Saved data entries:

-*-*-

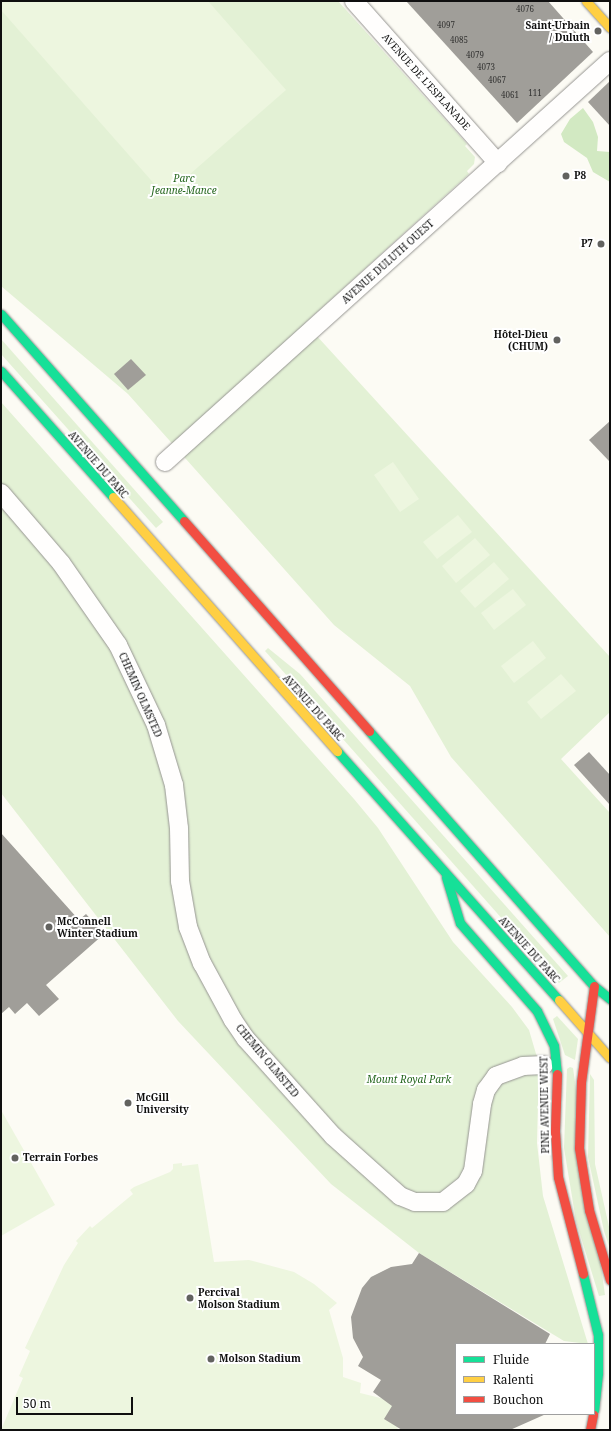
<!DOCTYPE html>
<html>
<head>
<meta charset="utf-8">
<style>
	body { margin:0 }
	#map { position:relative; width:611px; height:1431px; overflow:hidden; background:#fcfbf4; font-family:"Noto Serif",serif }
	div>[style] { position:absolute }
	.green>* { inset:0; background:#e3f1d5 }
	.forest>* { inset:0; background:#d2e9c2 }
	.pitch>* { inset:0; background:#edf6df }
	.building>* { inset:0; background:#a09e99 }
	.roads { filter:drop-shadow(0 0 1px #969592) drop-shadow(0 0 1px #969592) }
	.street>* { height:18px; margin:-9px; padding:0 9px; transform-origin:9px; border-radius:9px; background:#fffefd }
	.fast>* { height:9px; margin:-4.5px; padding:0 4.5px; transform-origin:4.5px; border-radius:4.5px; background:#16e098 }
	.slow>* { height:9px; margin:-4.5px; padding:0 4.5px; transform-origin:4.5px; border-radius:4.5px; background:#ffcf43 }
	.jam>* { height:9px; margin:-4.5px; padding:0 4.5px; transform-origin:4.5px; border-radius:4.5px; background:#f24e42 }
	.dots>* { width:11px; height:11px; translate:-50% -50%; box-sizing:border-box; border:2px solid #fff; border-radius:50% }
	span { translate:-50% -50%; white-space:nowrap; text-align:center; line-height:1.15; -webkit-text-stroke:4px #fff; paint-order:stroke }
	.number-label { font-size:8px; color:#333332 }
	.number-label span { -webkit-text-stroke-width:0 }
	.poi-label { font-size:10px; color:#0f0f0f; font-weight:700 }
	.right { translate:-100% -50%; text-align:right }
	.left { translate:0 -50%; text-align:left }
	.street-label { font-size:10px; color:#0f0f0f }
	.park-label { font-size:10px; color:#26671f; font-style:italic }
	.frame { position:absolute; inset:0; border:2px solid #0f0f0f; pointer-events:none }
	.legend { position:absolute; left:455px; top:1343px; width:140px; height:72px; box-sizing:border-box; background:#fff; border:1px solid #9f9f9f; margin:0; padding:5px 7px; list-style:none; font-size:12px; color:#0f0f0f }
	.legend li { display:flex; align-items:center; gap:8px; height:20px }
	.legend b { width:20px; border:1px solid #9f9f9f }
	.scale { position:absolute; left:16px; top:1397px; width:117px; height:18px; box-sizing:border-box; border:2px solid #0f0f0f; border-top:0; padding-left:5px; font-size:12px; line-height:14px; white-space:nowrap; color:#0f0f0f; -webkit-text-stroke:3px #fff; paint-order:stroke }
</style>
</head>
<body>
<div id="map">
	<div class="green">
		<div style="clip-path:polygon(1px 1px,338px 1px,467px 144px,465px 146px,475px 157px,474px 164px,467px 171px,469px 174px,305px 323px,610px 657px,610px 712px,561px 759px,610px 813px,610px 937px,451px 757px,410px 686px,334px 625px,128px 394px,1px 286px)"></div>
		<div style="clip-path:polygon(1px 339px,163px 522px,156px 528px,1px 354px)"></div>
		<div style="clip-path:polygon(1px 402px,354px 799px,378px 828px,453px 942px,512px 1007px,529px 1030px,539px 1064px,537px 1143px,543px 1196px,588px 1344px,564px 1341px,419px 1253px,331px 1184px,178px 1021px,1px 793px)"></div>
		<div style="clip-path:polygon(268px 648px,300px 674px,568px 976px,559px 983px,265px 651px)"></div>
		<div style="clip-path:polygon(557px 1016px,578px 1039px,575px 1060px,565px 1055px,553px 1019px)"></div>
		<div style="clip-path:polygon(570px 1067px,573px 1068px,605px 1295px,599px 1296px,576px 1221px,564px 1148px,567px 1069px)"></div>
		<div style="clip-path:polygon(590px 1074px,594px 1080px,595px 1164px,610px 1231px,610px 1249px,604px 1231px,588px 1157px)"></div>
	</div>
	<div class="forest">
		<div style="clip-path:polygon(583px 108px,593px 122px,598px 137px,597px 151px,610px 152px,610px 182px,593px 172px,587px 158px,564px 142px,561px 134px,570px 119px)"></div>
	</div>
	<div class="pitch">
		<div style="clip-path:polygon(1px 1px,208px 1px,286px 90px,165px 196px,1px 10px)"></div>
		<div style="clip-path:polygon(393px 462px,419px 499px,400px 512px,374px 475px)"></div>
		<div style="clip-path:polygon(458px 515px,472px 532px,437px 559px,423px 542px)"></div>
		<div style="clip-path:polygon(475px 538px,490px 555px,456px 583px,442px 566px)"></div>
		<div style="clip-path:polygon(494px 562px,509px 579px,475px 608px,460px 591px)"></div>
		<div style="clip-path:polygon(513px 589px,526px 605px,494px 630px,481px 613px)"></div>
		<div style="clip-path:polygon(533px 641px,546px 658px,514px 683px,501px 666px)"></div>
		<div style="clip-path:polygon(561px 674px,576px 691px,541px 719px,527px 702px)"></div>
		<div style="clip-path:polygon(1px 1110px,55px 1205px,1px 1236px)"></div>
		<div style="clip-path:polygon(182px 1163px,182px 1166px,198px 1164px,214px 1262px,249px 1260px,294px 1272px,314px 1284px,337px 1303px,329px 1310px,343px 1358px,343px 1377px,361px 1383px,360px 1393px,397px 1402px,403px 1407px,397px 1430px,1px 1430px,23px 1378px,19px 1376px,30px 1351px,25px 1348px,64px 1265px,78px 1243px,76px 1241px,90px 1226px,92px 1228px,133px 1194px,130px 1190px,134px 1187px,170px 1172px,173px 1169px,173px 1164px)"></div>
	</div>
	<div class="building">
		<div style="clip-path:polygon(406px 1px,548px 1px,593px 52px,517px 123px)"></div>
		<div style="clip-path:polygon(610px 81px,610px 126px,588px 102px)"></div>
		<div style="clip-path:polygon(131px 359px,146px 375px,128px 390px,114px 374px)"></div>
		<div style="clip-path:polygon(610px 421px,610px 462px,589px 440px)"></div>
		<div style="clip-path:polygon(589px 752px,610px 775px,610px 805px,574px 765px)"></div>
		<div style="clip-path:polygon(1px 833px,79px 920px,86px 914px,104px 934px,46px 985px,59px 999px,39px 1016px,27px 1003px,15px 1014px,9px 1007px,1px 1014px)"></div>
		<div style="clip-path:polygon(419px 1253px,550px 1334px,545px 1344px,456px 1344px,456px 1414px,546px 1414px,510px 1430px,402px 1430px,384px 1419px,392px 1406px,373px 1392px,381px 1380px,358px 1366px,363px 1357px,353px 1338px,351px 1317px,362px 1288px,371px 1277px,391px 1267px,412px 1264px)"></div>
	</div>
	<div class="roads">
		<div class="street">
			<div style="left:354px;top:1px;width:217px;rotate:48.4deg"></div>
			<div style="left:165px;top:462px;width:599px;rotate:-42.02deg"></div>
			<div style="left:1px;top:493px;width:92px;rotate:49.4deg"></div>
			<div style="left:61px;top:563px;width:100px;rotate:55.2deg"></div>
			<div style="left:118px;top:645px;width:89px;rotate:64.6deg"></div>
			<div style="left:156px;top:725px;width:63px;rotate:73.3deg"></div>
			<div style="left:174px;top:785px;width:43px;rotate:83.4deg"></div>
			<div style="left:179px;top:828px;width:53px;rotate:88.9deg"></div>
			<div style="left:180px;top:881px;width:47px;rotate:80.1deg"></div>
			<div style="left:188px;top:927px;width:39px;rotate:69deg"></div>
			<div style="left:202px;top:963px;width:65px;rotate:61.5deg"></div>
			<div style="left:233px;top:1020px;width:23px;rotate:56deg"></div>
			<div style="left:246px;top:1039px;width:130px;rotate:48.1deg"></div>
			<div style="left:333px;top:1136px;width:90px;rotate:41.8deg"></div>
			<div style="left:400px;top:1196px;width:16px;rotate:22deg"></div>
			<div style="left:415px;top:1202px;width:28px"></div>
			<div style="left:443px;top:1202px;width:29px;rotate:-38deg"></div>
			<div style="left:466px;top:1184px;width:15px;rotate:-62deg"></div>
			<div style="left:473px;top:1171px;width:68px;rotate:-82.3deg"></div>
			<div style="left:482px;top:1104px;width:15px;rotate:-74deg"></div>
			<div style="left:486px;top:1090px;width:17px;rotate:-54deg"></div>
			<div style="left:496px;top:1076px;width:29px;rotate:-20deg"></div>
			<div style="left:523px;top:1066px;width:21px;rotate:-3deg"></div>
		</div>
		<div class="fast">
			<div style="left:1px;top:314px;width:276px;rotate:48.5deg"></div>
			<div style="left:1px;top:371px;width:169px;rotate:48.4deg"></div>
			<div style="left:369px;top:731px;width:340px;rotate:48.6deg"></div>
			<div style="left:594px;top:986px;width:21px;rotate:39deg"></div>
			<div style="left:337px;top:751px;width:334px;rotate:48.3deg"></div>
			<div style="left:446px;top:877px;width:48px;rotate:73.1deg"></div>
			<div style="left:460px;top:923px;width:117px;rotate:48.8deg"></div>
			<div style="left:537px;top:1011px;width:39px;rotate:64deg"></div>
			<div style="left:554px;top:1046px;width:28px;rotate:84deg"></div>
			<div style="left:583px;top:1274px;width:63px;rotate:76.2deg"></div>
			<div style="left:598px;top:1335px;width:38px;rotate:90deg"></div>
			<div style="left:598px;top:1373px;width:37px;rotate:96deg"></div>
		</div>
		<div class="slow">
			<div style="left:586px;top:1px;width:36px;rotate:48deg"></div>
			<div style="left:113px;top:497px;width:339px;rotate:48.6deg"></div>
			<div style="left:559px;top:1000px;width:77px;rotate:48.7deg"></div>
		</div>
		<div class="jam">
			<div style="left:184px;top:521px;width:280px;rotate:48.6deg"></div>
			<div style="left:594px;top:986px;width:97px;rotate:97.7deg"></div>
			<div style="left:581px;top:1082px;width:66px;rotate:91.7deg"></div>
			<div style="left:579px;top:1148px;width:63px;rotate:80.8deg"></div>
			<div style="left:589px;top:1210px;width:73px;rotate:73.3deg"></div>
			<div style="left:557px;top:1074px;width:57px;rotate:92deg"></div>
			<div style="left:555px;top:1131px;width:46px;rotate:86.3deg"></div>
			<div style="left:558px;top:1177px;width:100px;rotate:75.5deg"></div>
			<div style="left:590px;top:1430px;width:16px;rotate:-79deg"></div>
		</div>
	</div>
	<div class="dots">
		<div style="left:598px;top:31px;background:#62625f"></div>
		<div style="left:566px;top:176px;background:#62625f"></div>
		<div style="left:601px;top:244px;background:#62625f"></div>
		<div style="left:557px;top:340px;background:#62625f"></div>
		<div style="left:49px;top:927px;background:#62625f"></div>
		<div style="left:128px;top:1103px;background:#62625f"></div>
		<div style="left:15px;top:1158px;background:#62625f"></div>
		<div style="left:190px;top:1298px;background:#62625f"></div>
		<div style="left:211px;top:1359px;background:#62625f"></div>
	</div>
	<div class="number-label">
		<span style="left:525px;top:9px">4076</span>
		<span style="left:446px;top:25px">4097</span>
		<span style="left:459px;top:40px">4085</span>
		<span style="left:475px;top:55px">4079</span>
		<span style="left:486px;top:67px">4073</span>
		<span style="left:497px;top:80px">4067</span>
		<span style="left:535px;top:93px">111</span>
		<span style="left:510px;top:95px">4061</span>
	</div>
	<div class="poi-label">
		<span class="right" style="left:590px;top:31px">Saint-Urbain<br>/ Duluth</span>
		<span class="left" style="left:574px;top:176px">P8</span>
		<span class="right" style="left:593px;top:244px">P7</span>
		<span class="right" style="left:548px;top:340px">Hôtel-Dieu<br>(CHUM)</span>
		<span class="left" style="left:57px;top:927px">McConnell<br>Winter Stadium</span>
		<span class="left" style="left:136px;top:1103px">McGill<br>University</span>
		<span class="left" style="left:23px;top:1158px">Terrain Forbes</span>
		<span class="left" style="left:198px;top:1298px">Percival<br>Molson Stadium</span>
		<span class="left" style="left:219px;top:1359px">Molson Stadium</span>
	</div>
	<div class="street-label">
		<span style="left:426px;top:82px;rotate:48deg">AVENUE DE L'ESPLANADE</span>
		<span style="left:388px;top:262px;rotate:-42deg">AVENUE DULUTH OUEST</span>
		<span style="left:98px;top:465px;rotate:49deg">AVENUE DU PARC</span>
		<span style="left:140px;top:695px;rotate:66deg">CHEMIN OLMSTED</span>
		<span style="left:313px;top:708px;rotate:48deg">AVENUE DU PARC</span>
		<span style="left:529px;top:950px;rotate:48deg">AVENUE DU PARC</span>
		<span style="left:267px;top:1061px;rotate:50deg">CHEMIN OLMSTED</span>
		<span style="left:545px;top:1105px;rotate:-91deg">PINE AVENUE WEST</span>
	</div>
	<div class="park-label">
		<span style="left:184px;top:184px">Parc<br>Jeanne-Mance</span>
		<span style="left:409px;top:1080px">Mount Royal Park</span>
	</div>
	<div class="frame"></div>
	<ul class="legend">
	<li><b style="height:5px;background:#16e098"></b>Fluide</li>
	<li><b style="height:5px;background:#ffcf43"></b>Ralenti</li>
	<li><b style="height:5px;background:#f24e42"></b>Bouchon</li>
	</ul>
	<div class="scale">50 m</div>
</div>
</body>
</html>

-*-*-

Problem statement: Although the records above contain pictures, the copy should hold only the lines from their start through the line containing "position:relative; width:611px; height:1431px;", each exactly as written, and none of the pictures.

Solution for this problem:
<!DOCTYPE html>
<html>
<head>
<meta charset="utf-8">
<style>
	body { margin:0 }
	#map { position:relative; width:611px; height:1431px; overflow:hidden; background:#fcfbf4; font-family:"Noto Serif",serif }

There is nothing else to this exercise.